2. Weigh the pros and cons of chemotherapy
Topical chemotherapy, which is not approved by the FDA, treats the entire ocular surface.
“We know ocular surface squamous neoplasia [OSSN] results from sun exposure,” she said. “It makes sense that the whole surface of the exposed conjunctiva is at risk.”
Another advantage is it avoids the risk of scarring and infection that can occur with surgery. Topical chemotherapy works well in some patients, and overall, it is less expensive for the health-care system.
However, she adds that response to topical chemotherapy can be slow (taking months for lesion resolution) and does not provide a tissue-based diagnosis.
Many times, insurers--who tend to balk because it is not FDA approved-do not approve it.
“I have very poor luck in getting topical chemotherapy approved despite my pleading with them,” Dr. Colby said.
Literature reports show that interferon can be used topically or subconjunctivally with success for OSSN at 1 million units per cc. It also can reduce recurrence in the setting of topical margins, Dr. Colby said.
For now, there are no prospective, randomized trials to determine definitively if surgery or topical interferon treatment is better for OSSN, she added.
3. Do not violate Bowman's membrane
If opting for surgery, be careful not to violate Bowman’s membrane, which is a natural barrier against the tumor spreading in the cornea.
4. Use cryotherapy as an adjuvant
It is clear from the literature that not applying cryotherapy at the time of the initial surgery increases the risk of tumor recurrence.
For conjunctival melanoma, lack of cryotherapy also increases the risks of metastasis and death.
5. Reconstruct the ocular surface with amniotic membrane
“I’m a big fan of amniotic membrane,” Dr.

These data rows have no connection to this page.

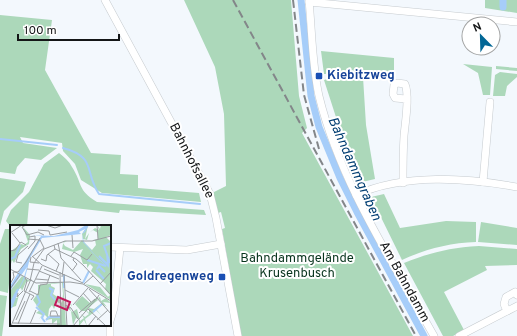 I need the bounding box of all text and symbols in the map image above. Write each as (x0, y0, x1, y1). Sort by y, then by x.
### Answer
scale bar (18, 16, 119, 42)
north arrow (461, 16, 501, 56)
text: N (471, 20, 484, 36)
text: 100 m (24, 23, 57, 39)
place label: Kiebitzweg (327, 68, 395, 84)
marker: Kiebitzweg (314, 71, 324, 81)
water label: Bahndammgraben (323, 114, 385, 224)
street label: Bahnhofsallee (165, 120, 217, 202)
inset map (10, 225, 111, 326)
street label: Am Bahndamm (375, 239, 433, 325)
park label: Bahndammgelände Krusenbusch (240, 251, 354, 282)
place label: Goldregenweg (127, 269, 214, 285)
marker: Goldregenweg (217, 272, 227, 282)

Colby said. “You can take more uninvolved tissue around the tumor and still have a wonderful outcome.”
6. Treat the entire patient
“I’ve treated many skin cancers just by looking at the patient before I sit down and turn the lights out,” she said. Encourage patients with ocular surface tumors to see a dermatologist for a skin evaluation
7. Consider new technology to help with diagnoses
Dr. Colby cited the work of Carol Karp, MD, of Miami, which has shown that high-resolution anterior segment OCT can help distinguish squamous lesions from amelanotic melanoma. She also praised Dr. Karp’s published reports in the area of ocular surface tumors and interferon.
Kathryn A. Colby, MD, PhD
This article was adapted from Dr. Colby’s presentation during Cornea Subspecialty Day at the 2016 meeting of the American Academy of Ophthalmology. She has no related disclosures.